Fragocastello and the "Dew-men"

Fragocastelo took its name from the famous Venetian fortress built in 1371-74 as a garrison to impose order on the rebellious Sfakiá region, to deter pirates, and to protect Venetian nobles and their properties. The Venetians named it the Fortress of St Nikitas, after the nearby church. The locals, however, who never saw it in a positive light, contemptuously dubbed it Fragokastello, meaning the Castle of the Franks (i.e. Catholic foreigners), Castelfranco or Franco Castello. The name eventually stuck and was adopted by the Venetians as well.
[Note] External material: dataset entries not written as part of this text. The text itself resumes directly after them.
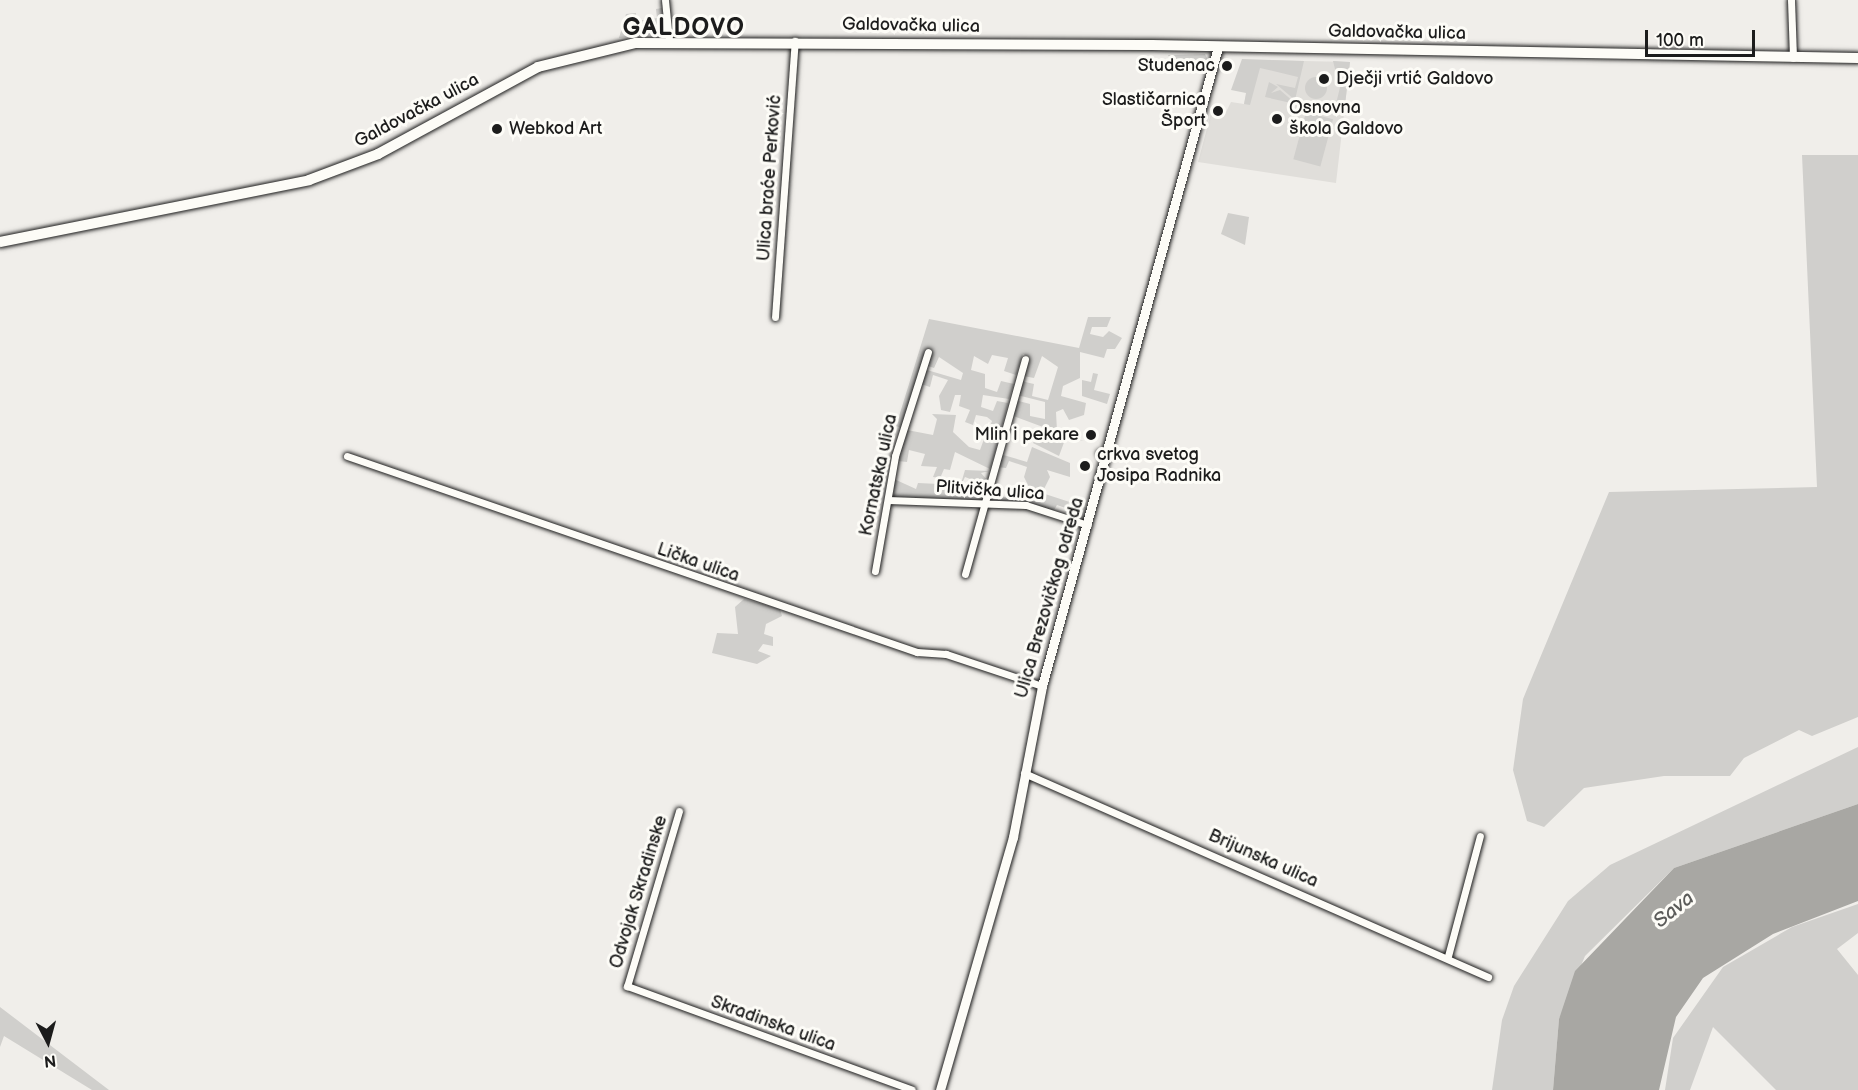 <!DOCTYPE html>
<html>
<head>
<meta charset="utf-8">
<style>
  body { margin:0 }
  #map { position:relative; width:1858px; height:1090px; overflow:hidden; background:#f0eeea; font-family:"Balsamiq Sans",sans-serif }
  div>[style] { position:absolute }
  .built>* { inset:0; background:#e0deda }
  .green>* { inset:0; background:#d0cfcc; transform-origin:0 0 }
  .round { border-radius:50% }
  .water>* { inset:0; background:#a8a7a3 }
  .roads { filter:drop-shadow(0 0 2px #1c1c1c) drop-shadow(0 0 2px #1c1c1c) }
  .street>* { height:7px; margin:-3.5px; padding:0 3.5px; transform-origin:3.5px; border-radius:3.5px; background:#fdfcf7 }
  .secondary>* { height:9px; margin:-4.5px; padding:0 4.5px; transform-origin:4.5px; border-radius:4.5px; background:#fdfcf7 }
  .primary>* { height:10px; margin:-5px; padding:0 5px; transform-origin:5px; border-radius:5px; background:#fdfcf7 }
  .dots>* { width:16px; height:16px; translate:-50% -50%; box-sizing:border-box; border:3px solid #fdfcf7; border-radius:50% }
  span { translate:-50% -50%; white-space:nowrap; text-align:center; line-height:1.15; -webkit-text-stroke:6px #fdfcf7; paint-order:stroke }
  .street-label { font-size:18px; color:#1c1c1c }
  .poi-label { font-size:18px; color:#1c1c1c }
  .right { translate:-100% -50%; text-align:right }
  .left { translate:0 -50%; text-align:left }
  .water-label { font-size:20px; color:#5b5b59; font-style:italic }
  .district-label { font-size:24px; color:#1c1c1c; font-weight:700; letter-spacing:1.5px }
  .north { position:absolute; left:18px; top:1012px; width:60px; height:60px; -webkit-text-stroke:4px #fdfcf7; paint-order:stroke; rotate:174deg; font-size:16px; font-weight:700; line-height:24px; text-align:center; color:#1c1c1c }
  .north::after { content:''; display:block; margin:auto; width:21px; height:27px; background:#1c1c1c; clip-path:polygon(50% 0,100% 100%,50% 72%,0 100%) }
  .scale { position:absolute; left:1645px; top:30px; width:110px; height:27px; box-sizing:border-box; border:3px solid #1c1c1c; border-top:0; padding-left:8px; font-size:18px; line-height:21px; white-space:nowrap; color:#1c1c1c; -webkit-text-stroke:4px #fdfcf7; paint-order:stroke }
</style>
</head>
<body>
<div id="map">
  <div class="built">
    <i style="clip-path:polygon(1254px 60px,1350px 62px,1336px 183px,1198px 162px,1211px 113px,1224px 116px,1231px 102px,1244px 104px)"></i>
  </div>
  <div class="green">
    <i style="clip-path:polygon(662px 8px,661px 34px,619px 38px,626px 14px,636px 13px,636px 20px,643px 20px,657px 18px,656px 9px)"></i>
    <i style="clip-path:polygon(1205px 54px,1209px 62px,1192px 66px,1184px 61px,1174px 64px,1168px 55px)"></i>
    <i style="clip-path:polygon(1242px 59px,1304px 61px,1295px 100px,1276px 84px,1295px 88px,1298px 77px,1260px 68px,1250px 105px,1244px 104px,1246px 93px,1231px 90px)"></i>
    <i style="clip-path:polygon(1333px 61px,1350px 62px,1344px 113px,1334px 112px,1343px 75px,1336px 73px)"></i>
    <i class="round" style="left:1305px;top:77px;width:22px;height:22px"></i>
    <i style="clip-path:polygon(1269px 82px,1278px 87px,1271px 93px,1280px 90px,1295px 103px,1291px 117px,1291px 103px,1265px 97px)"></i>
    <i style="left:1306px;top:112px;width:28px;height:49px;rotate:15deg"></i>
    <i style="clip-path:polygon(1802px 155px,1858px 155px,1858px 717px,1812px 736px,1799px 730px,1744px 758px,1730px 776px,1664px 776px,1584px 788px,1544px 827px,1527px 821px,1513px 770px,1523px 699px,1609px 492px,1817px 487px)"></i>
    <i style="clip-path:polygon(1228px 213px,1249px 217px,1245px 245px,1221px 234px)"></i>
    <i style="clip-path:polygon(1088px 317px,1111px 317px,1107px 327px,1092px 327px,1090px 334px,1103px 337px,1109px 331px,1122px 338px,1115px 349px,1107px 349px,1104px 358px,1080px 352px,1080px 378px,1063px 386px,1061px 396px,1086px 403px,1084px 415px,1069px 420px,1063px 409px,1056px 412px,1057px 431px,1084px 441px,1066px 437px,1059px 456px,1033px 443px,1043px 427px,1011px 415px,1015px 400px,1030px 404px,1030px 416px,1045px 419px,1045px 402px,1017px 395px,1021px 381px,1034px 384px,1032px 396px,1048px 400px,1058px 367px,1042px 356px,1034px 378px,1023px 376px,1029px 357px,1023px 354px,1016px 375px,1004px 371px,1008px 358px,992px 355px,988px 364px,974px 356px,971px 370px,985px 374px,985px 388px,997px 392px,1001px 381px,1014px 384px,1009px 399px,983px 395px,981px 407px,993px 411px,997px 401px,1008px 403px,1000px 434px,988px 431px,992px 421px,987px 417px,976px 415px,973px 425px,965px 422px,970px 410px,959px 406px,961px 395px,955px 395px,950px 412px,941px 410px,939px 396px,948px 380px,933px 375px,930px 387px,921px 384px,927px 370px,961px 380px,963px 373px,939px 357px,934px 368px,928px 366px,931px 355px,926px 353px,901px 428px,896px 426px,929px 319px,1079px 348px)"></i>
    <i style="clip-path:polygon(1093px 373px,1098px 374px,1094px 390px,1110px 394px,1107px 404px,1082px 396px,1082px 380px,1091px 382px)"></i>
    <i style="clip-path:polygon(932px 414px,956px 415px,953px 432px,969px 447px,980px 450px,984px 439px,998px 442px,990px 469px,955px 452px,950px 470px,944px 469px,941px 476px,969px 496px,978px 482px,965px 477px,960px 487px,965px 470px,989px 471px,981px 473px,987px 480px,980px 501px,894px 497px,894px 479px,916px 489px,918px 483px,939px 484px,940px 478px,933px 477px,937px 467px,921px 466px,925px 454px,909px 450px,907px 462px,898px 461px,907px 430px,933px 435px,937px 419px)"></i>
    <i style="clip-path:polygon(1032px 447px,1070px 463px,1070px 477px,1047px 470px,1050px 477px,1042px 493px,1088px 508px,1086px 517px,1076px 518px,1077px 512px,1057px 505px,1054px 510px,990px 501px,993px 483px,1000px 485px,998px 495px,1011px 499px,1015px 487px,1031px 491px,1024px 477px,1027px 467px,1009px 461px,1006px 468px,997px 467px,1000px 454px,1027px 462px)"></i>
    <i style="clip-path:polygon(744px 599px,780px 609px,782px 616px,766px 624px,764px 634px,773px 637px,773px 646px,763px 644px,758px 651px,771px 656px,757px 664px,712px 653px,717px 633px,738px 634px,735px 607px)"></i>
    <i style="clip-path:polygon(1858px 747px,1858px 804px,1674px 868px,1585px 956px,1559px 1019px,1553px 1090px,1492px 1090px,1502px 1020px,1514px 986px,1568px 901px,1610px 865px)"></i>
    <i style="clip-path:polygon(1858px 904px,1858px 933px,1837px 949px,1858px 975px,1858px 1090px,1776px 1090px,1713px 1027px,1690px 1090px,1665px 1090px,1673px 1038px,1723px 967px,1792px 927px)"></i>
    <i style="clip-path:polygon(0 1007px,109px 1090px,92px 1090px,4px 1036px,0 1047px)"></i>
  </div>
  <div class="water">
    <i style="clip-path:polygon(1858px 804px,1858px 901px,1773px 934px,1703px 978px,1676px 1017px,1659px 1090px,1553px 1090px,1559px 1019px,1575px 971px,1674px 868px)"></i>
  </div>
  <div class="roads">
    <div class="street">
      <i style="left:665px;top:0;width:40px;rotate:84.3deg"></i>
      <i style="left:1791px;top:0;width:58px;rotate:88deg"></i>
      <i style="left:775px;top:317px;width:277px;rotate:-85.9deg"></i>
      <i style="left:1100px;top:453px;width:1px;rotate:45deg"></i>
      <i style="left:347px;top:456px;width:603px;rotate:18.98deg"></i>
      <i style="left:917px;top:652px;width:29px;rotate:4deg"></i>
      <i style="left:946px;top:654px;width:101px;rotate:18.4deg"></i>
      <i style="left:888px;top:500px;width:138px;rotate:2.1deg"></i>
      <i style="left:1026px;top:505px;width:65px;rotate:17.9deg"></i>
      <i style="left:875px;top:571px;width:117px;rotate:-80.1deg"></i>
      <i style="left:895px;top:456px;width:109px;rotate:-72.4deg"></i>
      <i style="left:965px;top:574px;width:223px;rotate:-74.4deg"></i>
      <i style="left:1024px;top:773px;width:507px;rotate:23.73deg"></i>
      <i style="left:679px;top:811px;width:183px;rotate:106.5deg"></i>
      <i style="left:627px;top:986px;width:303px;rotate:20deg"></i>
      <i style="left:1448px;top:956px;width:124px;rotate:-75.1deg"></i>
    </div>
    <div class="secondary">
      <i style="left:940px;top:1090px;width:263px;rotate:-73.9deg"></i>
      <i style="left:1013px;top:837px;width:154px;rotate:-79.1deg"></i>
      <i style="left:1042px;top:686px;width:663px;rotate:-74.6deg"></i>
    </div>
    <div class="primary">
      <i style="left:0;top:242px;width:315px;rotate:-11.3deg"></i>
      <i style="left:309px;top:180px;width:74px;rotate:-20.6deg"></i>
      <i style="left:378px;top:154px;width:182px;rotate:-28.5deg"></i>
      <i style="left:538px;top:67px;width:101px;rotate:-13.8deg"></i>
      <i style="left:636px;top:43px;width:516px;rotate:0.22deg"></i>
      <i style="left:1152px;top:45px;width:706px;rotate:1.05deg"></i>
    </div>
  </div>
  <div class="dots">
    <i style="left:1227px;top:66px;background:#1c1c1c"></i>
    <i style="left:1324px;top:79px;background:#1c1c1c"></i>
    <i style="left:1218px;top:111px;background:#1c1c1c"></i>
    <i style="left:1277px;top:119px;background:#1c1c1c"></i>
    <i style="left:497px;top:129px;background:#1c1c1c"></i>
    <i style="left:1091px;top:435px;background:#1c1c1c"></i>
    <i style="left:1085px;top:466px;background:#1c1c1c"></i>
  </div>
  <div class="street-label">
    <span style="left:911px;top:26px;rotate:1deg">Galdovačka ulica</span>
    <span style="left:1397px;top:33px;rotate:1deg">Galdovačka ulica</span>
    <span style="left:417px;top:111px;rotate:-28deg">Galdovačka ulica</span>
    <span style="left:770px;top:178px;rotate:-86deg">Ulica braće Perković</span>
    <span style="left:879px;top:475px;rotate:-78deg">Kornatska ulica</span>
    <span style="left:990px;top:491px;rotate:4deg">Plitvička ulica</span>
    <span style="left:698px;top:563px;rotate:19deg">Lička ulica</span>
    <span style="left:1050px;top:598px;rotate:-74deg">Ulica Brezovičkog odreda</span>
    <span style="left:1263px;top:859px;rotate:24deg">Brijunska ulica</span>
    <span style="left:639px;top:892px;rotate:-73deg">Odvojak Skradinske</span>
    <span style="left:773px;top:1024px;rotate:20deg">Skradinska ulica</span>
  </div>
  <div class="poi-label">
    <span class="right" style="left:1215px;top:66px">Studenac</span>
    <span class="left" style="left:1336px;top:79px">Dječji vrtić Galdovo</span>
    <span class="right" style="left:1206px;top:111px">Slastičarnica<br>Šport</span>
    <span class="left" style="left:1289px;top:119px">Osnovna<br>škola Galdovo</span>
    <span class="left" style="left:509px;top:129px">Webkod Art</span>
    <span class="right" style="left:1079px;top:435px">Mlin i pekare</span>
    <span class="left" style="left:1097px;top:466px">crkva svetog<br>Josipa Radnika</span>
  </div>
  <div class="water-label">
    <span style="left:1674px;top:910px;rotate:-39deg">Sava</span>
  </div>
  <div class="district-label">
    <span style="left:684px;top:28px">GALDOVO</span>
  </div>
  <div class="north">N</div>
  <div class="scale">100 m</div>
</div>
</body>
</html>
The fortress has a simple rectangular shape, with a tower at each corner and the remains of a Venetian coat of arms above the main gate. The buildings within the walls, as well as the battlements, were constructed during the Ottoman Turkish occupation. Actually the fortress never served the aims for which it was built because no order was laid in Sfakiá region, brutal Sfakiots were disobedient, on rebel all the time and would attack the occupants' soldiers whenever they had a chance. As a result, Venetians had a lot of casualties and lost a lot of property, so there were periods when Fragocastello didn't have a single guard.

During the Turkish occupation Fragocastello kept perishing. In Orlov revolt (1770) the Turkish troops fighting the rebellios Sfakiots used to camp there.

In 1828 a revivification of revolution in Crete against the Turkish yoke brings Hadzi Michalis Dalianis, a man from Northern Epirus, to Crete, in particular to Sfakia. He and his brigade of 600 volunteer soldiers decide to confront the Turkish troops in an open battle. He ignores the Sfakiots' opinion about partisan war and even calls them cowards.

This decision, to avoid the war tactic of guerrilla movement and to face the outnumbering Turkish army on a flat plain really worked for the Turks of Mustafa Daili Pasha, Crete's governor. So, from the 600 Greeks of Hadzi Mihalis 338 were killed in that battle, and Hadzi Michalis Dalianis as well. The rest managed to hide in Fragocastello which Turks couldn't take, though they fought hard for a week. The Turk pasha realized the danger and offered capitulation to the besieged. The Greek survivors surrendered the fortress and left. Mustafa Pasha blew up the ruined fortress, so it would not be used again as rebels' stronghold.

Later, though, during the big Cretan revolution (1866-1869), he had to re-build it, in order to have better control of the island.

Fragocastello hasn't been in use since Crete was freed, but it's still standing today to remind us of its bloodcovered history, which revives every year due to the legend about the ghosts haunting it, the famous "dew-men" (Drosoulites).

Each year in May a strange phenomenon happens in Fragokastello. Shadows of horsemen and soldiers march from the ruined church of Agios Charalambos, advancing towards the fort. They reach the sea and disappear into it, with the first rays of the sun. The phenomenon usually last about 10 minutes. These are called Drosoulites, or dew-men, because they come with the morning dew. Some explain this as a meteorological paradox bringing reflections from Africa. Another theory is some trick of the light because of the sun-rays diffraction in the morning fog. But these explanations are not very persuading because those who saw the Drosoulites – and there are lots of
them – always describe the same picture of soldiers marching towards the sea, and not some vague images.

It is said that, in 1890, Turkish soldiers at Fragokastello ran away in panic when they saw the Drosoulites. Many years later, when the Germans occupied Crete, a military detachment saw the ghosts and, mistaking them for resistance fighters, opened fire on them.